▸ TASK DETAILS: Would you please restate the data exactly as it stands, apart from the pictures?
<<<<
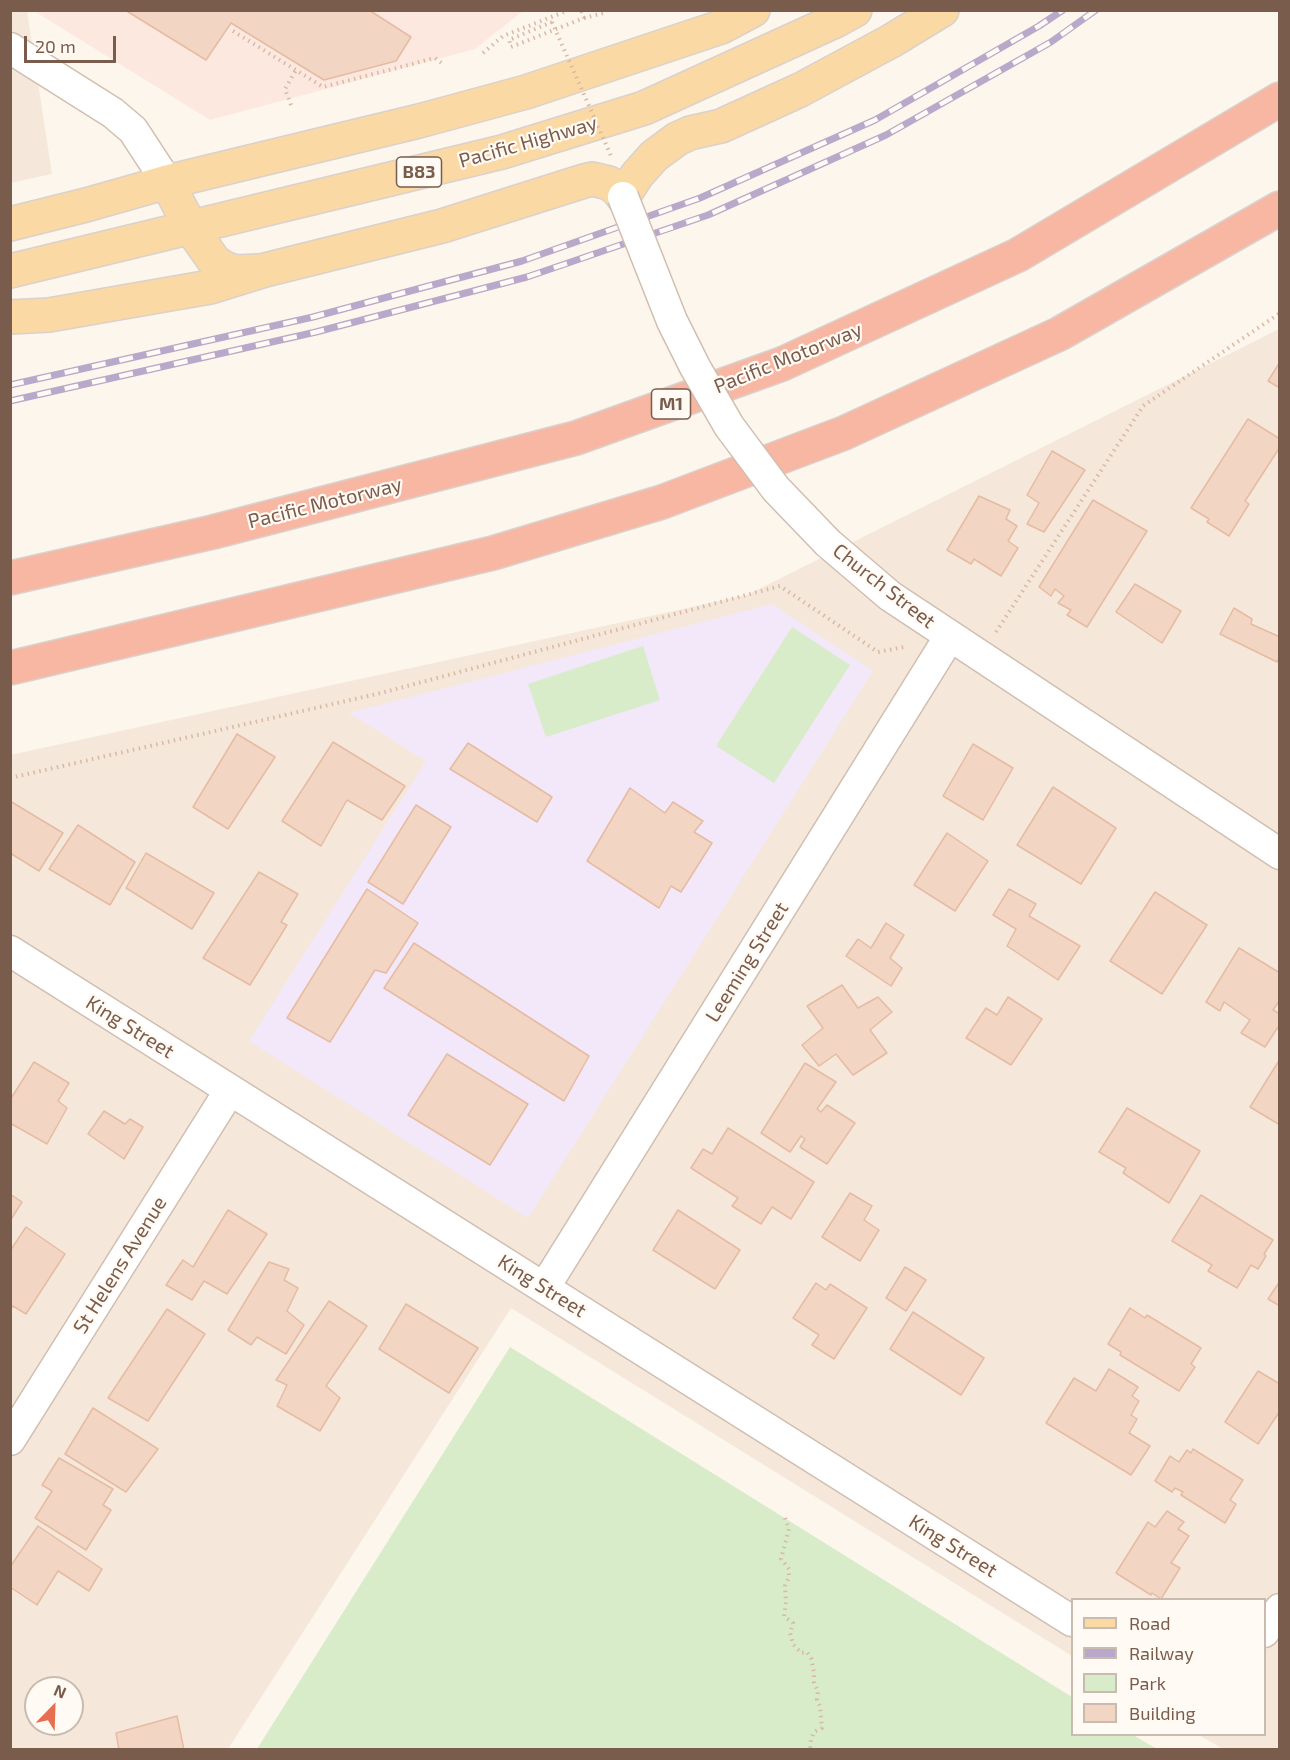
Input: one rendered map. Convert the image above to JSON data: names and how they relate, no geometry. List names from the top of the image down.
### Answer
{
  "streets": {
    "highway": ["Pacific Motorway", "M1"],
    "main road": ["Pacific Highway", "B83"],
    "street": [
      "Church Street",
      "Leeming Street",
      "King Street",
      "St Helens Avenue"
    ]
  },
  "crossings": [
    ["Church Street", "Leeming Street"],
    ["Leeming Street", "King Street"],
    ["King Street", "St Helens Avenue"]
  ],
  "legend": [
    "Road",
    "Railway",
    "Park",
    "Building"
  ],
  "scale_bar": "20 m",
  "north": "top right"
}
>>>>
▸ REPLY TO THE EXERCISE:
Input: one rendered map. Convert the image above to JSON data: names and how they relate, no geometry. List names from the top of the image down.
### Answer
{
  "streets": {
    "highway": ["Pacific Motorway", "M1"],
    "main road": ["Pacific Highway", "B83"],
    "street": [
      "Church Street",
      "Leeming Street",
      "King Street",
      "St Helens Avenue"
    ]
  },
  "crossings": [
    ["Church Street", "Leeming Street"],
    ["Leeming Street", "King Street"],
    ["King Street", "St Helens Avenue"]
  ],
  "legend": [
    "Road",
    "Railway",
    "Park",
    "Building"
  ],
  "scale_bar": "20 m",
  "north": "top right"
}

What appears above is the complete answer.